Is it time to disband the IT department?

The customers of information technology, which is now almost everyone, are not receiving the level of service they need or are paying for. Good service is creative, technical solutions to fast-arriving business opportunities.

Too often IT departments say, “We have to write a business case, a project plan, a cost analysis and a scoping study before we can start. This will cost you money and, by the way, we won’t have anyone available for three months.”

More and more the customers are becoming educated and skilled with the tools of the trade – databases, HTML, Web programming – and going out on their own. Or they are hiring consultants and burying the costs in other budgets. As an IT manager or director, you have likely stumbled across these skunkwork projects and may fear that you have hit only the tip of the iceberg.

You should consider each of these rogue projects a personal and professional failure. Since the ’70s the IT department has built itself into a silo with barriers to keep the customers out so that the techies can imprint the organization with its own vision of how the business should be using computer technology.

With the advent of PCs in the ’80s, customers have been building working prototypes, proving the concept to the IT department, and then forcing it to support and maintain the system. I have seen situations where IT vice-presidents have expressed true anger when these situations cropped up.
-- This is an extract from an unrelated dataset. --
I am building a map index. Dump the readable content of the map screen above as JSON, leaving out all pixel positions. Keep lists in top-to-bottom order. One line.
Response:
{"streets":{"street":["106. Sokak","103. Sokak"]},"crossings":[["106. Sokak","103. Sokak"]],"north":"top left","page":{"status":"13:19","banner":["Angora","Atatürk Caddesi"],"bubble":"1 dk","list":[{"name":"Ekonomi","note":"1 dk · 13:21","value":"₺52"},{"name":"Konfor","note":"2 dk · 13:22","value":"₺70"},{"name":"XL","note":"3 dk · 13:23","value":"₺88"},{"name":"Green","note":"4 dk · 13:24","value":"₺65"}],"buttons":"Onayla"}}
What were they angry about? That the clients had more vision? If you are angry with clients coming up with effective computer solutions, what makes you happy – preventing clients from being technically creative?

Perhaps this is what started the trend toward outsourcing. I wonder, have companies embraced outsourcing to save money – an assertion I have yet to find convincing – or because they hate their IT departments?

With outsourcing I have noticed a number of common themes. Everyone starts hating the outsourcing company. A rogue IT department forms because it’s so difficult to obtain a fast response from the outsourcing company. A CIO group appears that hires one manager for every manager the outsourcing company assigns to the client account. Departments become confused as to who they go to for help and IT skills.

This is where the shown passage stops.